Action item: Each of the entries should be output exactly, with nothing left out.

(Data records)
──────────────────────────────
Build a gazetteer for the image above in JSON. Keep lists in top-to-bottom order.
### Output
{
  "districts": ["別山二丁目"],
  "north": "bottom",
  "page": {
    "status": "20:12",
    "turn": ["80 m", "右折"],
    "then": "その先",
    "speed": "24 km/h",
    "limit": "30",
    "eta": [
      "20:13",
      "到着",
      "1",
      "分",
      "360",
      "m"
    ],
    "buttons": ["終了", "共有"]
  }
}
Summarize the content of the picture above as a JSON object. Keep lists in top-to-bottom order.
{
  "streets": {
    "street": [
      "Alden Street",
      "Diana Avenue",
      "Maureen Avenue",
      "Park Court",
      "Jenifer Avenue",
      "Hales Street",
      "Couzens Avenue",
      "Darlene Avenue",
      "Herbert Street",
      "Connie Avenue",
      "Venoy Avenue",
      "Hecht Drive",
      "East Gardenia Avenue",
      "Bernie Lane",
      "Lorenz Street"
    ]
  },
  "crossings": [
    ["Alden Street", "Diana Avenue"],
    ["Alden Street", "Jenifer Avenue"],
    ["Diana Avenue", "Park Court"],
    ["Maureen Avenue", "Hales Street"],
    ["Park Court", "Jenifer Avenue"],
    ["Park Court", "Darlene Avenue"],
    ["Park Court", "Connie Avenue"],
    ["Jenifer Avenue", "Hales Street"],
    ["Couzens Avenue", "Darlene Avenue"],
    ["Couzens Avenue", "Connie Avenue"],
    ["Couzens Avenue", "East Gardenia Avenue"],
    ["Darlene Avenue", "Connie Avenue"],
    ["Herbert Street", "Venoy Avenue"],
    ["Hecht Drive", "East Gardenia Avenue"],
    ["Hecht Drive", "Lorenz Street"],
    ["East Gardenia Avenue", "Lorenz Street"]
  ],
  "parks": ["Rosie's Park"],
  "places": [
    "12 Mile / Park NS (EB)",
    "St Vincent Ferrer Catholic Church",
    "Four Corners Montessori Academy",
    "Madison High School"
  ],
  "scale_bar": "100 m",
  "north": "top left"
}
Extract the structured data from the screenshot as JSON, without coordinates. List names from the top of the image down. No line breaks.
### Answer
──────────────────────────────
Written reply:
Build a gazetteer for the image above in JSON. Keep lists in top-to-bottom order.
### Output
{
  "districts": ["別山二丁目"],
  "north": "bottom",
  "page": {
    "status": "20:12",
    "turn": ["80 m", "右折"],
    "then": "その先",
    "speed": "24 km/h",
    "limit": "30",
    "eta": [
      "20:13",
      "到着",
      "1",
      "分",
      "360",
      "m"
    ],
    "buttons": ["終了", "共有"]
  }
}
Summarize the content of the picture above as a JSON object. Keep lists in top-to-bottom order.
{
  "streets": {
    "street": [
      "Alden Street",
      "Diana Avenue",
      "Maureen Avenue",
      "Park Court",
      "Jenifer Avenue",
      "Hales Street",
      "Couzens Avenue",
      "Darlene Avenue",
      "Herbert Street",
      "Connie Avenue",
      "Venoy Avenue",
      "Hecht Drive",
      "East Gardenia Avenue",
      "Bernie Lane",
      "Lorenz Street"
    ]
  },
  "crossings": [
    ["Alden Street", "Diana Avenue"],
    ["Alden Street", "Jenifer Avenue"],
    ["Diana Avenue", "Park Court"],
    ["Maureen Avenue", "Hales Street"],
    ["Park Court", "Jenifer Avenue"],
    ["Park Court", "Darlene Avenue"],
    ["Park Court", "Connie Avenue"],
    ["Jenifer Avenue", "Hales Street"],
    ["Couzens Avenue", "Darlene Avenue"],
    ["Couzens Avenue", "Connie Avenue"],
    ["Couzens Avenue", "East Gardenia Avenue"],
    ["Darlene Avenue", "Connie Avenue"],
    ["Herbert Street", "Venoy Avenue"],
    ["Hecht Drive", "East Gardenia Avenue"],
    ["Hecht Drive", "Lorenz Street"],
    ["East Gardenia Avenue", "Lorenz Street"]
  ],
  "parks": ["Rosie's Park"],
  "places": [
    "12 Mile / Park NS (EB)",
    "St Vincent Ferrer Catholic Church",
    "Four Corners Montessori Academy",
    "Madison High School"
  ],
  "scale_bar": "100 m",
  "north": "top left"
}
Extract the structured data from the screenshot as JSON, without coordinates. List names from the top of the image down. No line breaks.
### Answer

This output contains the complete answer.